Comment by jdietrich
1 year ago
>Zionists got permission to occupy the land from the British with The Balfour Declaration
This is not an accurate representation. Jewish people were given the legal ability to purchase land in Mandatory Palestine. The vast majority of Palestinian Arabs were tenant farmers or landless labourers. Jewish land purchases inevitably led to the displacement of these tenants, but this was the lawful outcome of a lawful land sale.
https://en.wikipedia.org/wiki/Jewish_land_purchase_in_Palest...
The issues surrounding occupation of land after the 1948 and 1967 wars are significantly more complex and arguably do involve violations of international law by Israel.
So what if that's true (and it's not entirely true - there was forced takeovers of land, and there continues to be land theft in the West Bank today).
If I sell you my land, does that make it right for you to form a separate state with it? Perhaps I would rethink that decision with the advance knowledge of your intentions.

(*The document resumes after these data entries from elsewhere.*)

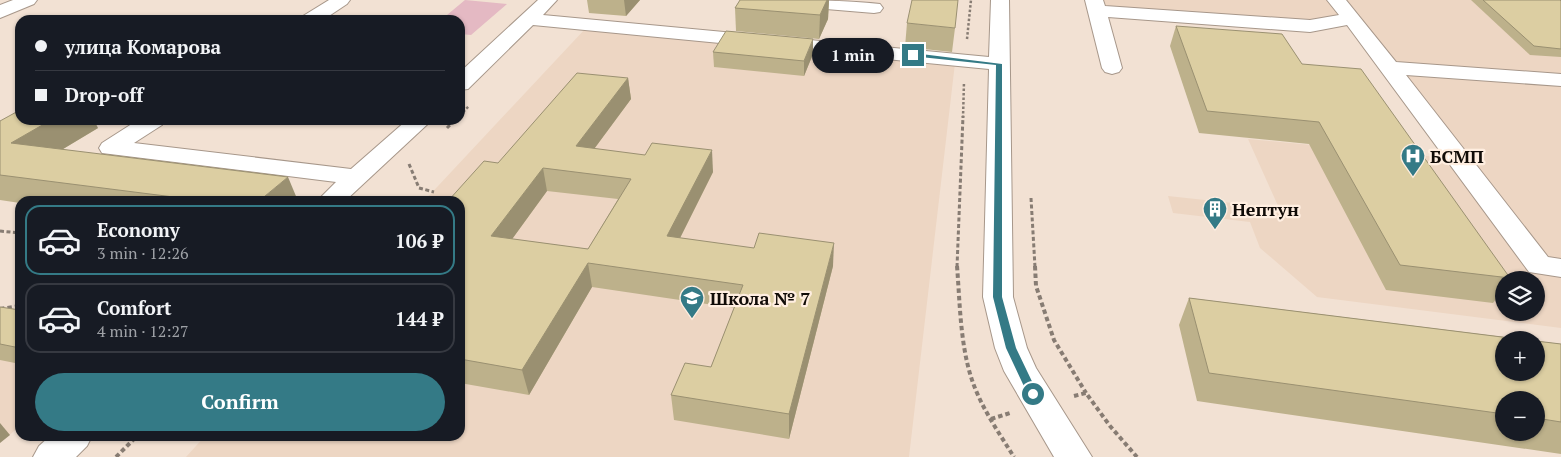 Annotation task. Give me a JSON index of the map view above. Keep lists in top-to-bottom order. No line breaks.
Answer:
{"places":{"hospital":["БСМП"],"building":["Нептун"],"school or university":["Школа № 7"]},"page":{"banner":["улица Комарова","Drop-off"],"bubble":"1 min","list":[{"name":"Economy","note":"3 min · 12:26","value":"106 ₽"},{"name":"Comfort","note":"4 min · 12:27","value":"144 ₽"}],"map_buttons":["+","−"],"buttons":"Confirm"}} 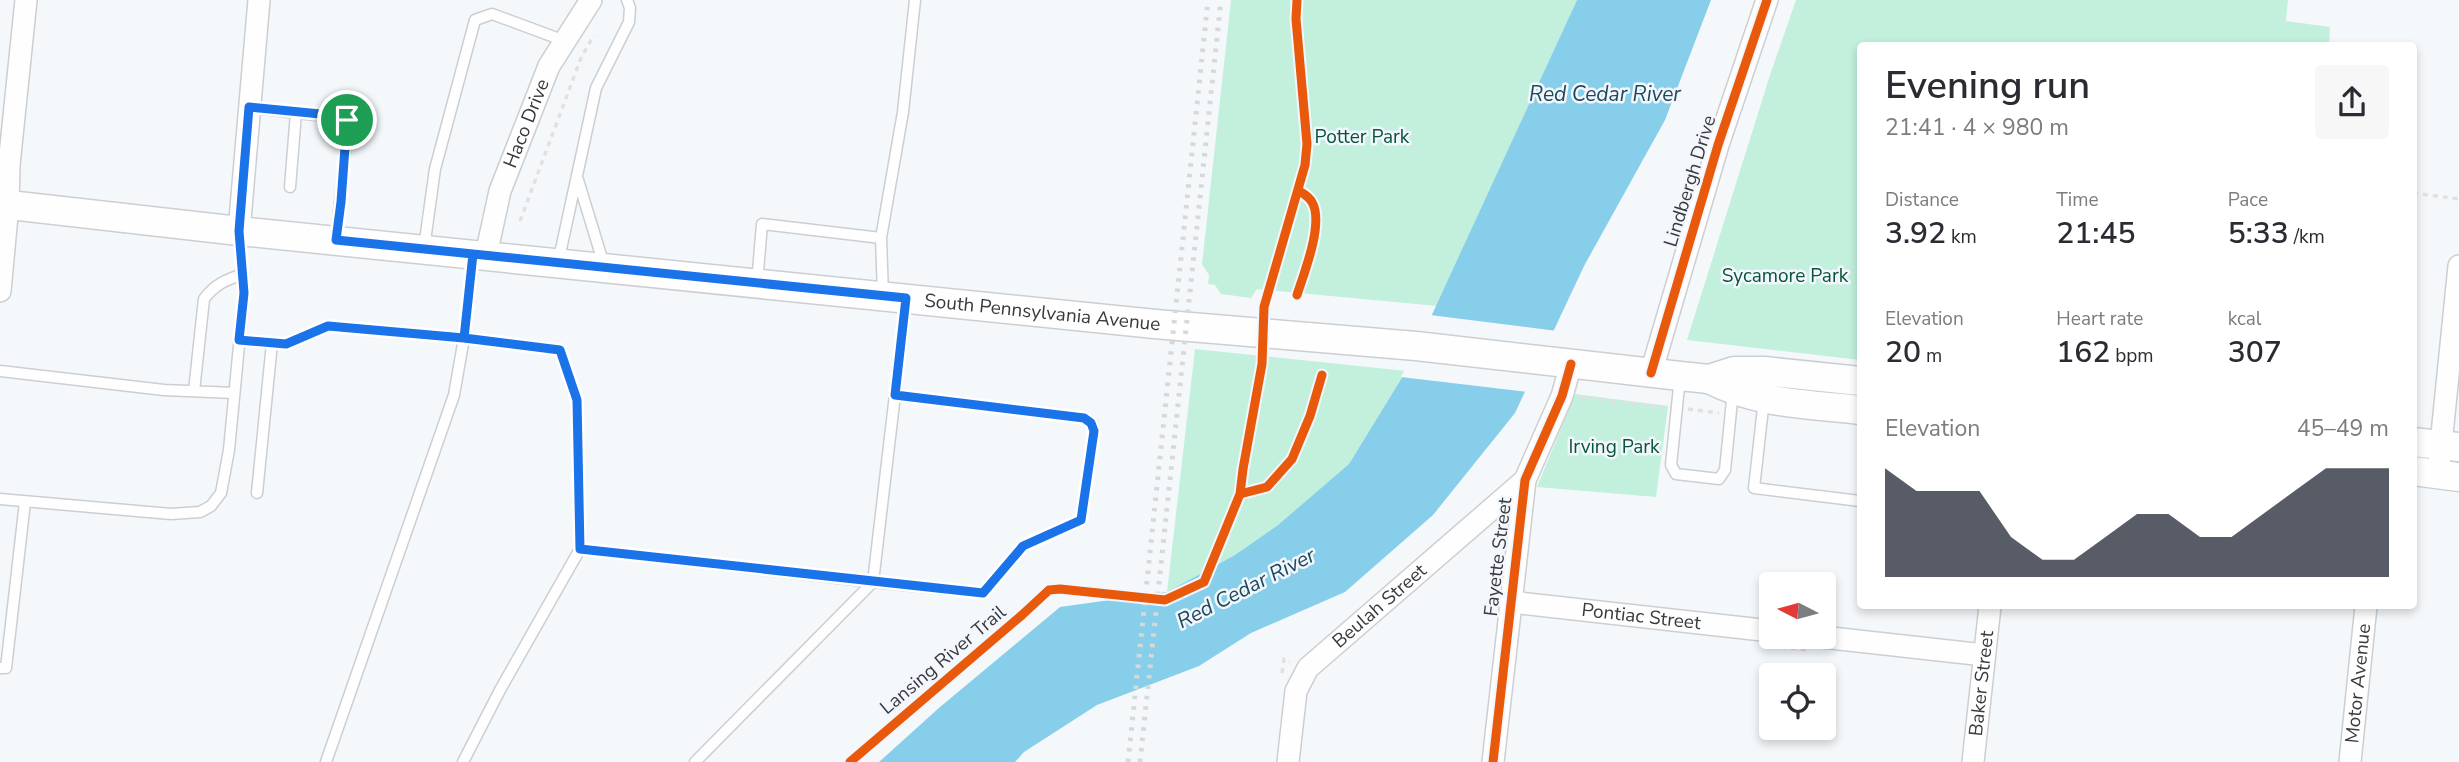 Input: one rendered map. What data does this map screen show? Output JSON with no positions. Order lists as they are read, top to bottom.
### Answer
{
  "streets": {
    "main road": ["South Pennsylvania Avenue"],
    "street": [
      "Haco Drive",
      "Lindbergh Drive",
      "Fayette Street",
      "Beulah Street",
      "Pontiac Street",
      "Baker Street",
      "Motor Avenue"
    ],
    "cycle path": ["Lansing River Trail"]
  },
  "crossings": [
    ["Haco Drive", "South Pennsylvania Avenue"],
    ["Lindbergh Drive", "South Pennsylvania Avenue"],
    ["South Pennsylvania Avenue", "Fayette Street"],
    ["Fayette Street", "Beulah Street"],
    ["Fayette Street", "Pontiac Street"]
  ],
  "water": ["Red Cedar River"],
  "parks": ["Potter Park", "Sycamore Park", "Irving Park"],
  "north": "left",
  "page": {
    "heading": ["Evening run", "21:41 · 4 × 980 m"],
    "stats": [
      ["Distance", "3.92 km"],
      ["Time", "21:45"],
      ["Pace", "5:33 /km"],
      ["Elevation", "20 m"],
      ["Heart rate", "162 bpm"],
      ["kcal", "307"]
    ],
    "chart": ["Elevation", "45–49 m"]
  }
} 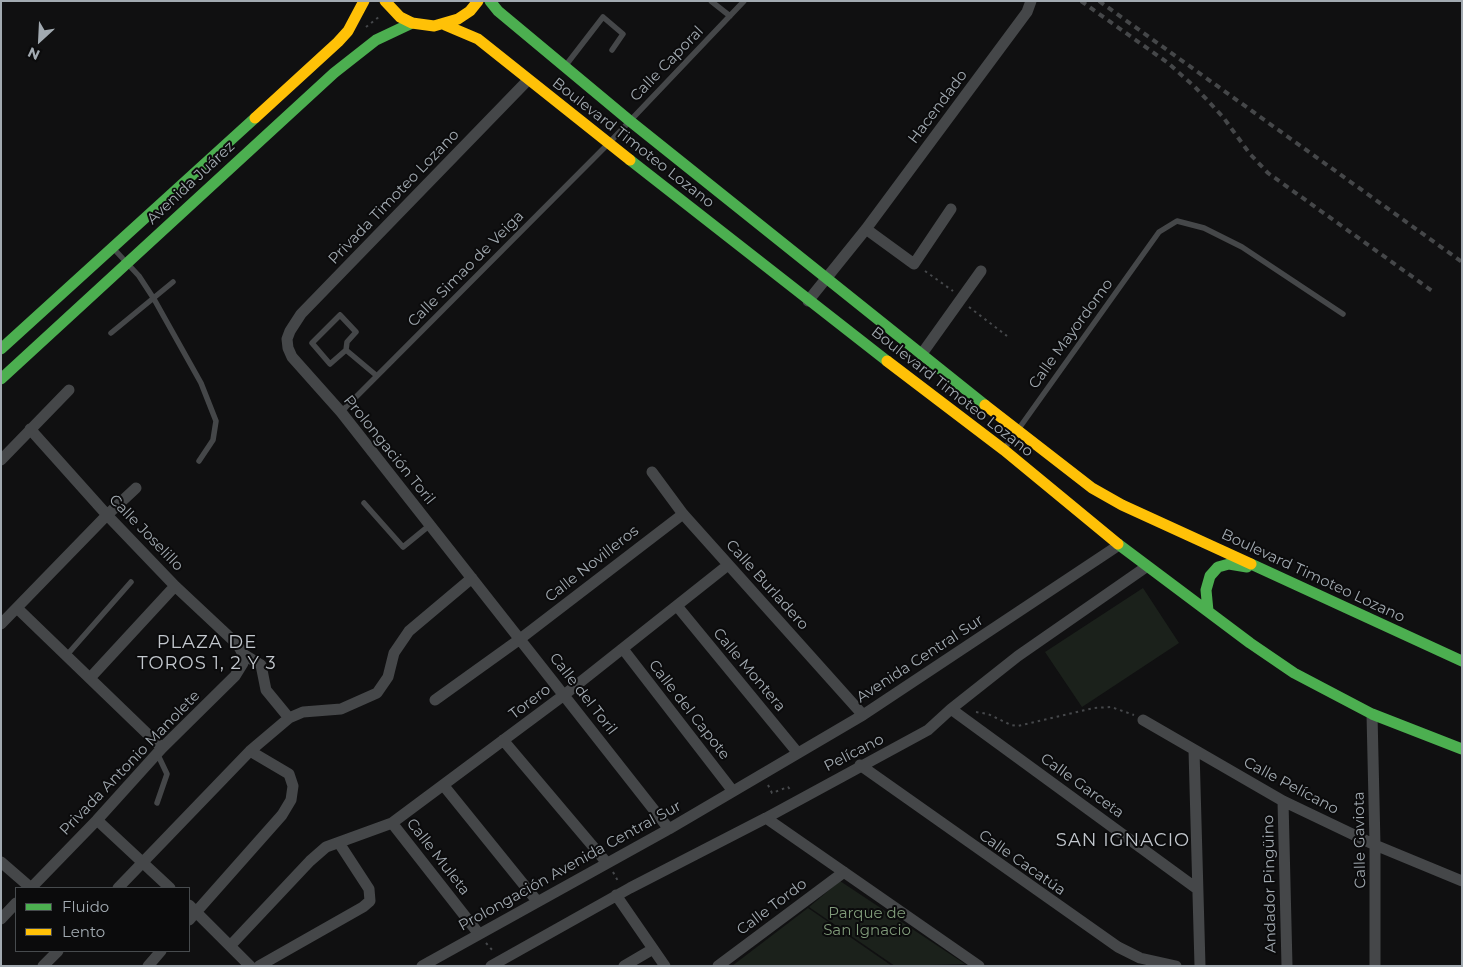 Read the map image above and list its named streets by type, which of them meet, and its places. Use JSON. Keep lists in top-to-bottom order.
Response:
{
  "streets": {
    "main road": ["Boulevard Timoteo Lozano", "Avenida Juárez"],
    "street": [
      "Hacendado",
      "Privada Timoteo Lozano",
      "Prolongación Toril",
      "Calle Joselillo",
      "Calle Novilleros",
      "Calle Burladero",
      "Avenida Central Sur",
      "Calle Montera",
      "Calle del Toril",
      "Torero",
      "Calle del Capote",
      "Pelícano",
      "Privada Antonio Manolete",
      "Calle Garceta",
      "Calle Pelícano",
      "Calle Gaviota",
      "Calle Muleta",
      "Calle Cacatúa",
      "Prolongación Avenida Central Sur",
      "Andador Pingüino",
      "Calle Tordo"
    ],
    "lane": ["Calle Caporal", "Calle Simao de Veiga", "Calle Mayordomo"]
  },
  "crossings": [
    ["Calle Caporal", "Boulevard Timoteo Lozano"],
    ["Calle Caporal", "Calle Simao de Veiga"],
    ["Hacendado", "Boulevard Timoteo Lozano"],
    ["Boulevard Timoteo Lozano", "Privada Timoteo Lozano"],
    ["Boulevard Timoteo Lozano", "Calle Simao de Veiga"],
    ["Boulevard Timoteo Lozano", "Calle Mayordomo"],
    ["Boulevard Timoteo Lozano", "Avenida Central Sur"],
    ["Boulevard Timoteo Lozano", "Pelícano"],
    ["Boulevard Timoteo Lozano", "Calle Gaviota"],
    ["Privada Timoteo Lozano", "Prolongación Toril"],
    ["Calle Simao de Veiga", "Prolongación Toril"],
    ["Prolongación Toril", "Calle del Toril"],
    ["Calle Joselillo", "Privada Antonio Manolete"],
    ["Calle Novilleros", "Calle Burladero"],
    ["Calle Novilleros", "Calle del Toril"],
    ["Calle Burladero", "Avenida Central Sur"],
    ["Calle Burladero", "Torero"],
    ["Avenida Central Sur", "Calle Montera"],
    ["Avenida Central Sur", "Calle del Capote"],
    ["Avenida Central Sur", "Prolongación Avenida Central Sur"],
    ["Calle Montera", "Torero"],
    ["Calle del Toril", "Torero"],
    ["Calle del Toril", "Prolongación Avenida Central Sur"],
    ["Torero", "Calle del Capote"],
    ["Torero", "Calle Muleta"],
    ["Calle del Capote", "Prolongación Avenida Central Sur"],
    ["Pelícano", "Calle Garceta"],
    ["Pelícano", "Calle Cacatúa"],
    ["Calle Pelícano", "Calle Gaviota"],
    ["Calle Pelícano", "Andador Pingüino"],
    ["Calle Muleta", "Prolongación Avenida Central Sur"]
  ],
  "districts": ["PLAZA DE TOROS 1, 2 Y 3", "SAN IGNACIO"],
  "parks": ["Parque de San Ignacio"],
  "legend": ["Fluido", "Lento"],
  "north": "bottom left"
}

When Israel declared independence, that land was not governed by any state due to the withdrawal of the British Mandate. The Palestinians had previously been offered statehood through the 1947 UN Partition Plan, but had rejected it. They did not take steps to establish their own state in anticipation of the British withdrawal.
https://en.wikipedia.org/wiki/End_of_the_British_Mandate_for...
The majority of land purchases were made by the Jewish National Fund. Their aspiration to form a state was explicit and overt.
Sorry, you're saying there were and are no forced expulsions of Palestinians?
If I understand what's happened elsewhere correctly, then we have an example of this elsewhere at the world stage -- the separation of Kosovo from Serbia is in a large part due to land purchases from Albanians, who then vied for independence when their population grew enough.